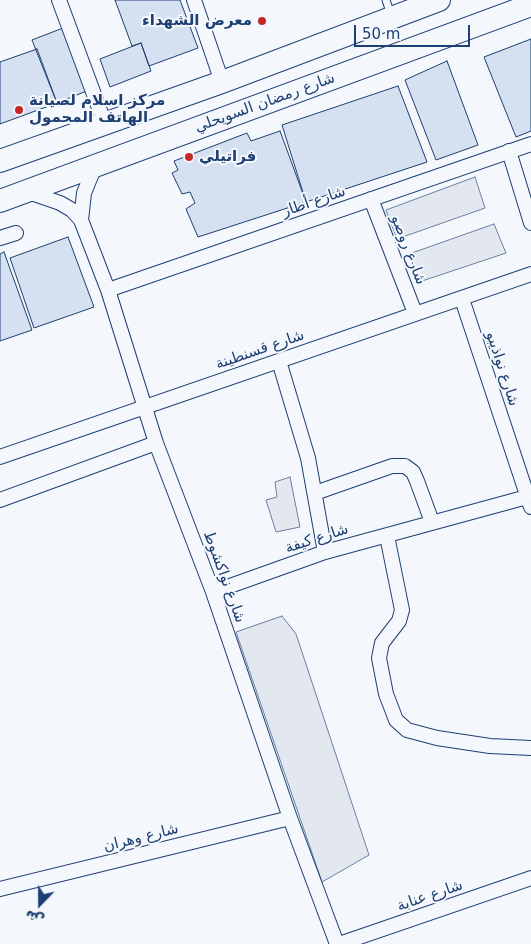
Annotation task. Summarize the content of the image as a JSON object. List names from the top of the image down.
{
  "streets": {
    "main road": ["شارع رمضان السويحلي"],
    "street": [
      "شارع أطار",
      "شارع روصو",
      "شارع قسنطينة",
      "شارع نواذيبو",
      "شارع كيفة",
      "شارع نواكشوط",
      "شارع وهران",
      "شارع عنابة"
    ]
  },
  "crossings": [
    ["شارع أطار", "شارع روصو"],
    ["شارع أطار", "شارع نواكشوط"],
    ["شارع روصو", "شارع قسنطينة"],
    ["شارع قسنطينة", "شارع نواذيبو"],
    ["شارع قسنطينة", "شارع نواكشوط"],
    ["شارع نواذيبو", "شارع كيفة"],
    ["شارع كيفة", "شارع نواكشوط"],
    ["شارع نواكشوط", "شارع وهران"],
    ["شارع نواكشوط", "شارع عنابة"]
  ],
  "places": ["معرض الشهداء", "مركز اسلام لصيانة الهاتف المحمول", "فراتيلي"],
  "scale_bar": "50 m",
  "north": "bottom"
}
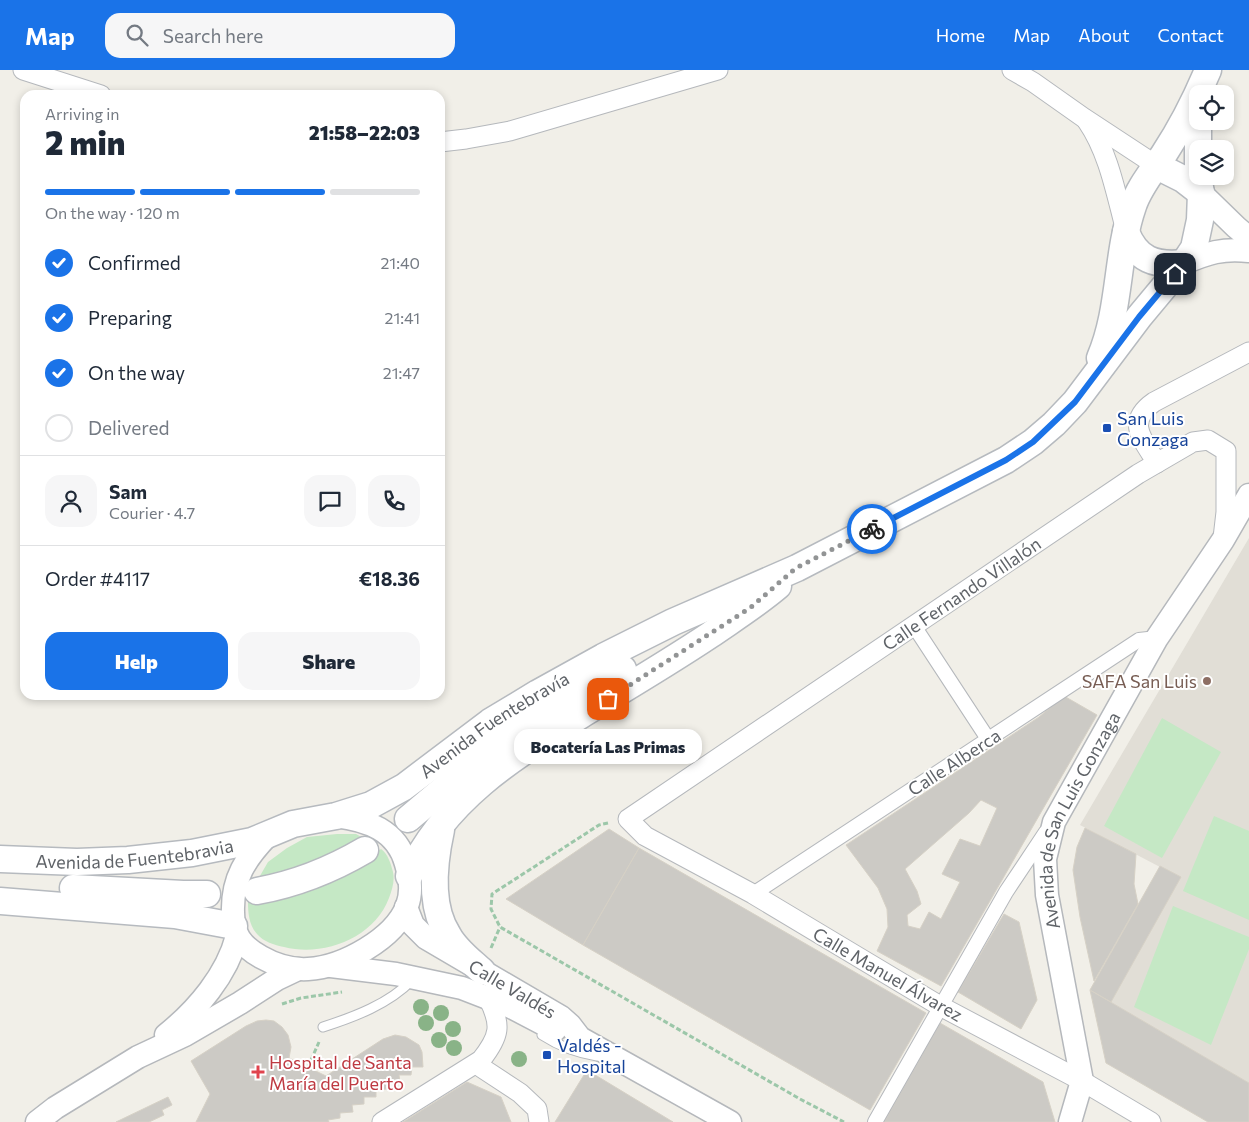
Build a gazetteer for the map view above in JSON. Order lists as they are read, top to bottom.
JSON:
{
  "streets": {
    "main road": ["Avenida Fuentebravía", "Avenida de Fuentebravia"],
    "street": [
      "Calle Fernando Villalón",
      "Calle Alberca",
      "Avenida de San Luis Gonzaga",
      "Calle Manuel Álvarez",
      "Calle Valdés"
    ]
  },
  "crossings": [
    ["Calle Fernando Villalón", "Avenida de San Luis Gonzaga"],
    ["Calle Fernando Villalón", "Calle Manuel Álvarez"],
    ["Avenida Fuentebravía", "Avenida de Fuentebravia"],
    ["Avenida Fuentebravía", "Calle Valdés"],
    ["Calle Alberca", "Avenida de San Luis Gonzaga"],
    ["Calle Alberca", "Calle Manuel Álvarez"],
    ["Avenida de San Luis Gonzaga", "Calle Manuel Álvarez"],
    ["Avenida de Fuentebravia", "Calle Valdés"]
  ],
  "places": {
    "transit": ["San Luis Gonzaga", "Valdés - Hospital"],
    "other": ["SAFA San Luis", "Bocatería Las Primas"],
    "health": ["Hospital de Santa María del Puerto"]
  },
  "page": {
    "header": "Map",
    "search": "Search here",
    "nav": [
      "Home",
      "Map",
      "About",
      "Contact"
    ],
    "heading": ["2 min", "Arriving in", "21:58–22:03"],
    "panel": [
      "Sam",
      "Courier · 4.7",
      "Order #4117",
      "€18.36"
    ],
    "bar": "On the way · 120 m",
    "list": [
      ["Confirmed", "21:40"],
      ["Preparing", "21:41"],
      ["On the way", "21:47"],
      "Delivered"
    ],
    "buttons": ["Help", "Share"],
    "bubble": "Bocatería Las Primas"
  }
}
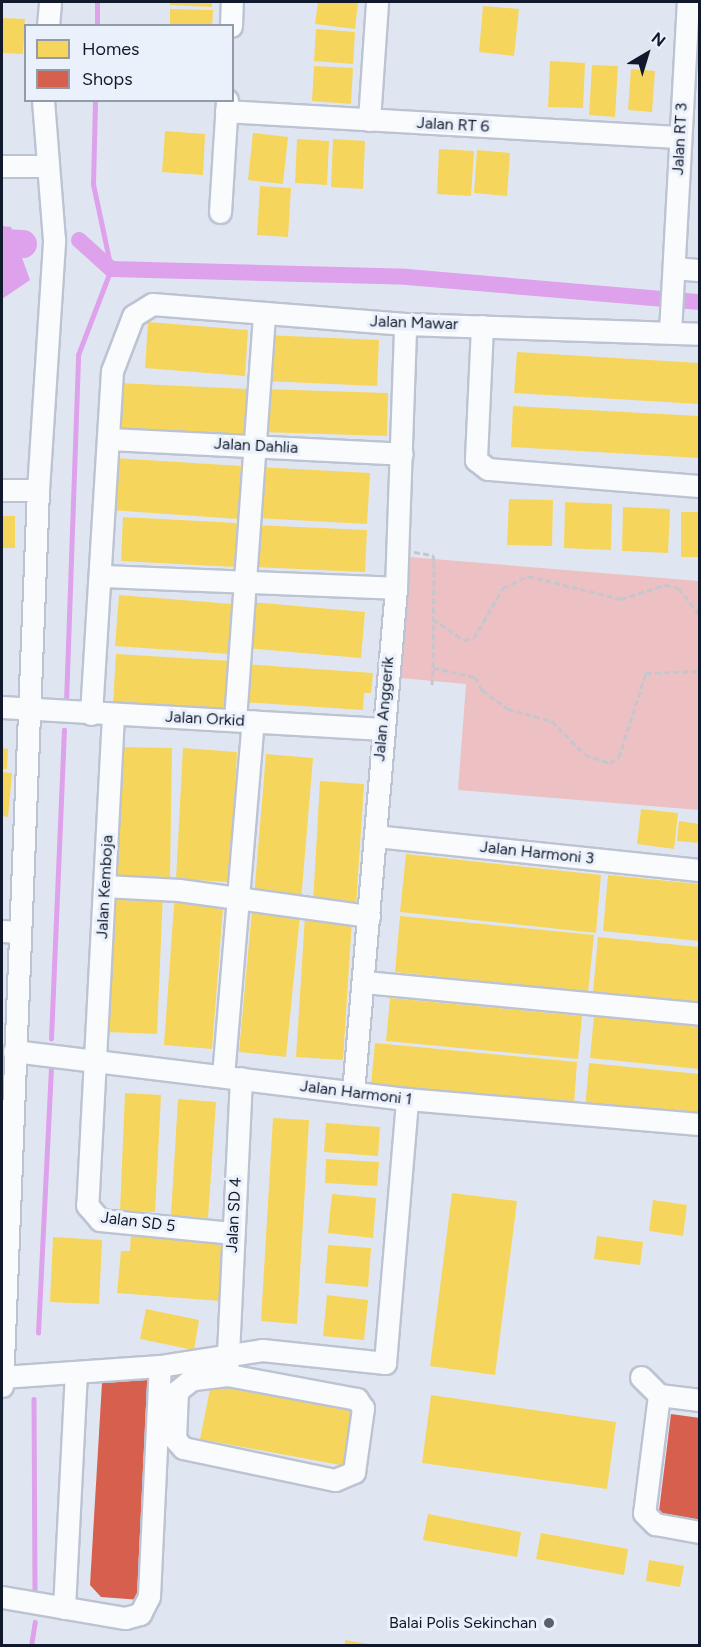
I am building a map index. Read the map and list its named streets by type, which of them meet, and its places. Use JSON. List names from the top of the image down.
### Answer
{
  "streets": {
    "street": [
      "Jalan RT 6",
      "Jalan RT 3",
      "Jalan Mawar",
      "Jalan Dahlia",
      "Jalan Anggerik",
      "Jalan Orkid",
      "Jalan Harmoni 3",
      "Jalan Kemboja",
      "Jalan Harmoni 1",
      "Jalan SD 4",
      "Jalan SD 5"
    ]
  },
  "crossings": [
    ["Jalan RT 6", "Jalan RT 3"],
    ["Jalan RT 3", "Jalan Mawar"],
    ["Jalan Mawar", "Jalan Dahlia"],
    ["Jalan Mawar", "Jalan Anggerik"],
    ["Jalan Mawar", "Jalan SD 4"],
    ["Jalan Dahlia", "Jalan Anggerik"],
    ["Jalan Dahlia", "Jalan SD 4"],
    ["Jalan Anggerik", "Jalan Orkid"],
    ["Jalan Anggerik", "Jalan Harmoni 3"],
    ["Jalan Anggerik", "Jalan Harmoni 1"],
    ["Jalan Orkid", "Jalan Kemboja"],
    ["Jalan Orkid", "Jalan SD 4"],
    ["Jalan Kemboja", "Jalan Harmoni 1"],
    ["Jalan Kemboja", "Jalan SD 5"],
    ["Jalan Harmoni 1", "Jalan SD 4"],
    ["Jalan Harmoni 1", "Jalan SD 5"],
    ["Jalan SD 4", "Jalan SD 5"]
  ],
  "places": ["Balai Polis Sekinchan"],
  "legend": ["Homes", "Shops"],
  "north": "top right"
}
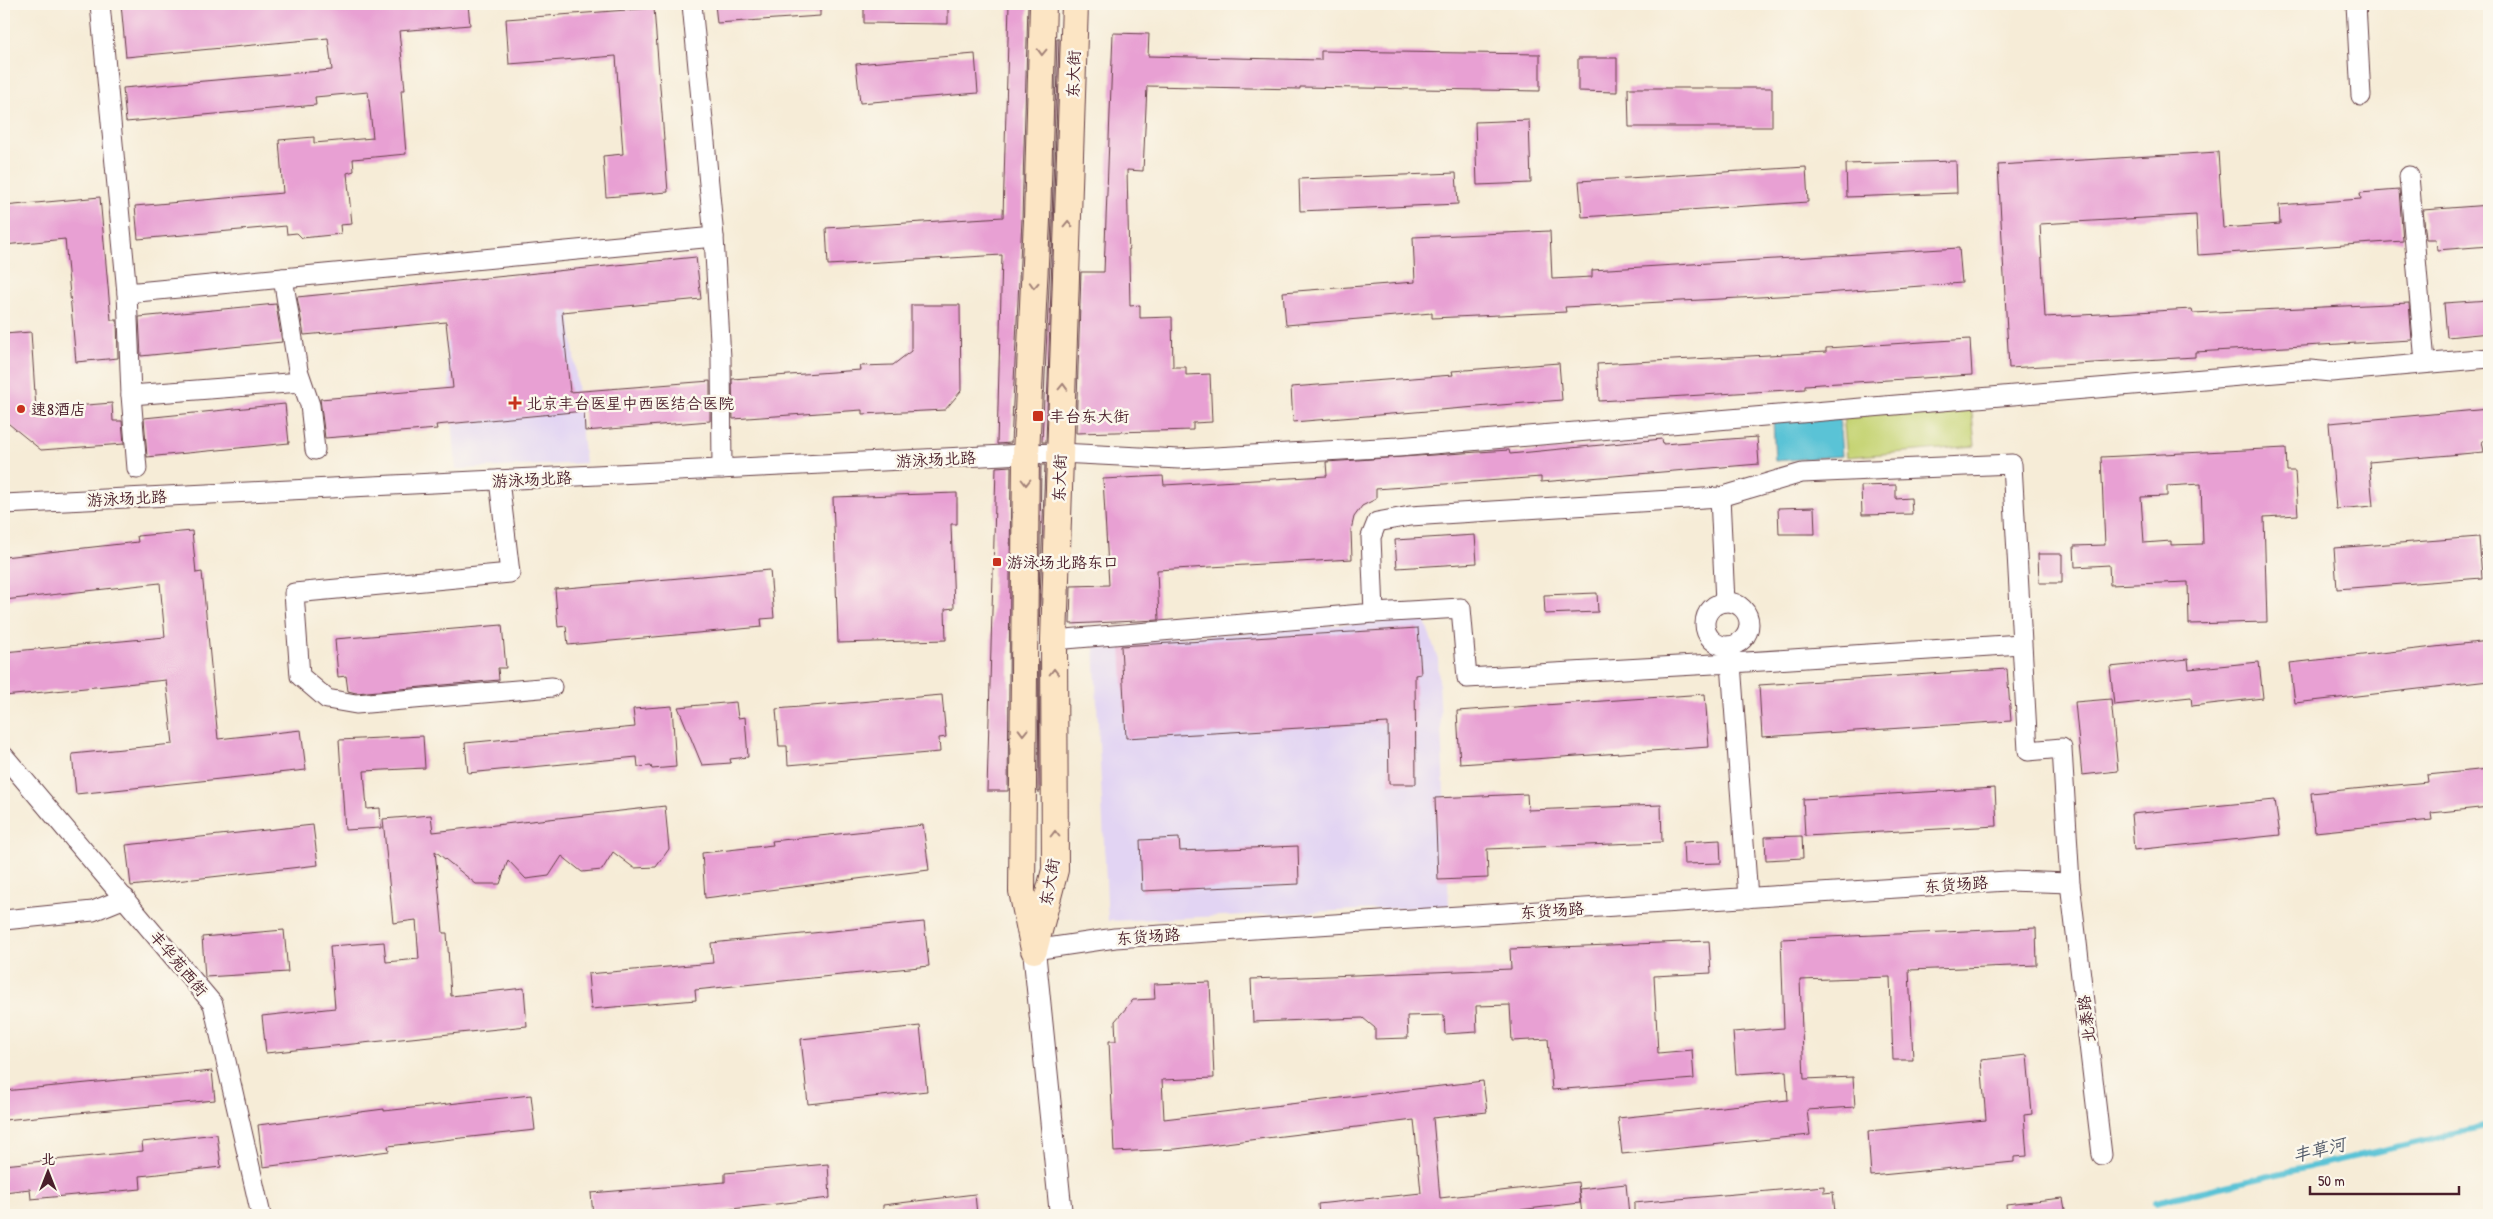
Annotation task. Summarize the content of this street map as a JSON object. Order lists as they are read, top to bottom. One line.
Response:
{"streets":{"main road":["东大街"],"street":["游泳场北路","东货场路","丰华苑西街","北泰路"]},"crossings":[["东大街","游泳场北路"],["东大街","东货场路"],["东货场路","北泰路"]],"water":["丰草河"],"places":{"health":["北京丰台医星中西医结合医院"],"other":["速8酒店"],"transit":["丰台东大街","游泳场北路东口"]},"scale_bar":"50 m","north":"top"}
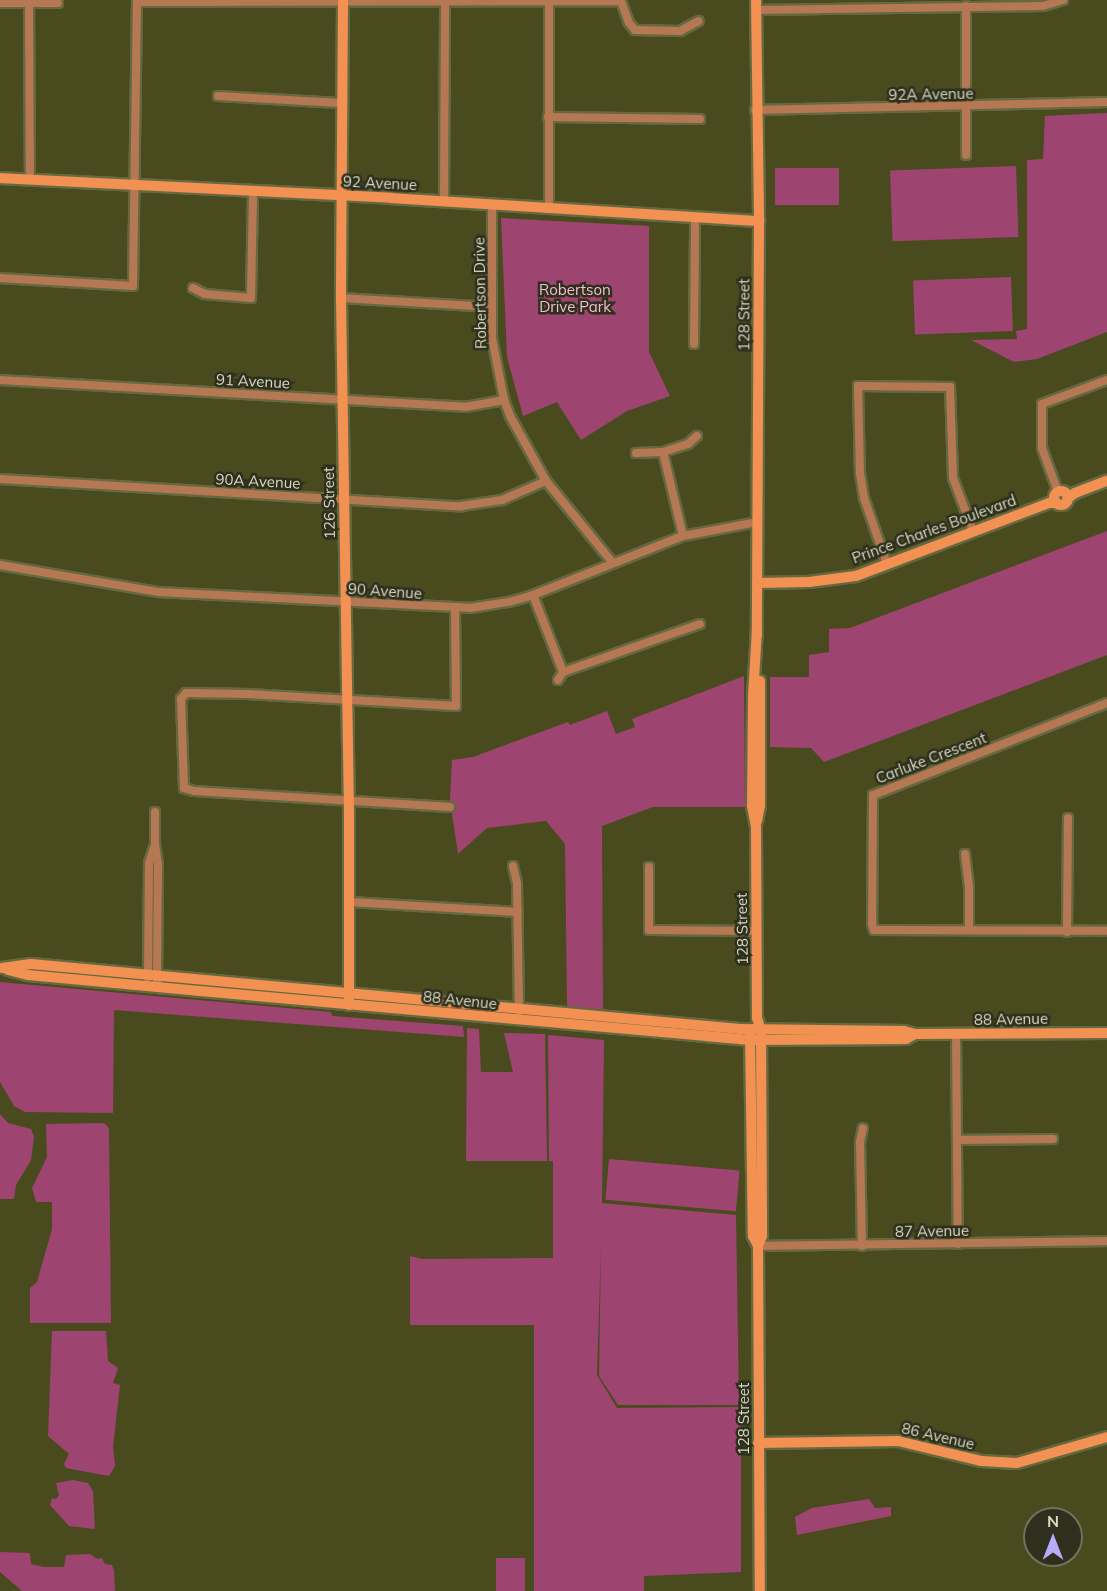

• **Your goal**: Exactly as written, restate the lines from the one that contains "Annotation task. Summarize the content of this" through the final line of the data, both ends included, but leave out the pictures.

• **Response to the exercise**:
Annotation task. Summarize the content of this street map as a JSON object. Order lists as they are read, top to bottom. One line.
Response:
{"streets":{"main road":["东大街"],"street":["游泳场北路","东货场路","丰华苑西街","北泰路"]},"crossings":[["东大街","游泳场北路"],["东大街","东货场路"],["东货场路","北泰路"]],"water":["丰草河"],"places":{"health":["北京丰台医星中西医结合医院"],"other":["速8酒店"],"transit":["丰台东大街","游泳场北路东口"]},"scale_bar":"50 m","north":"top"}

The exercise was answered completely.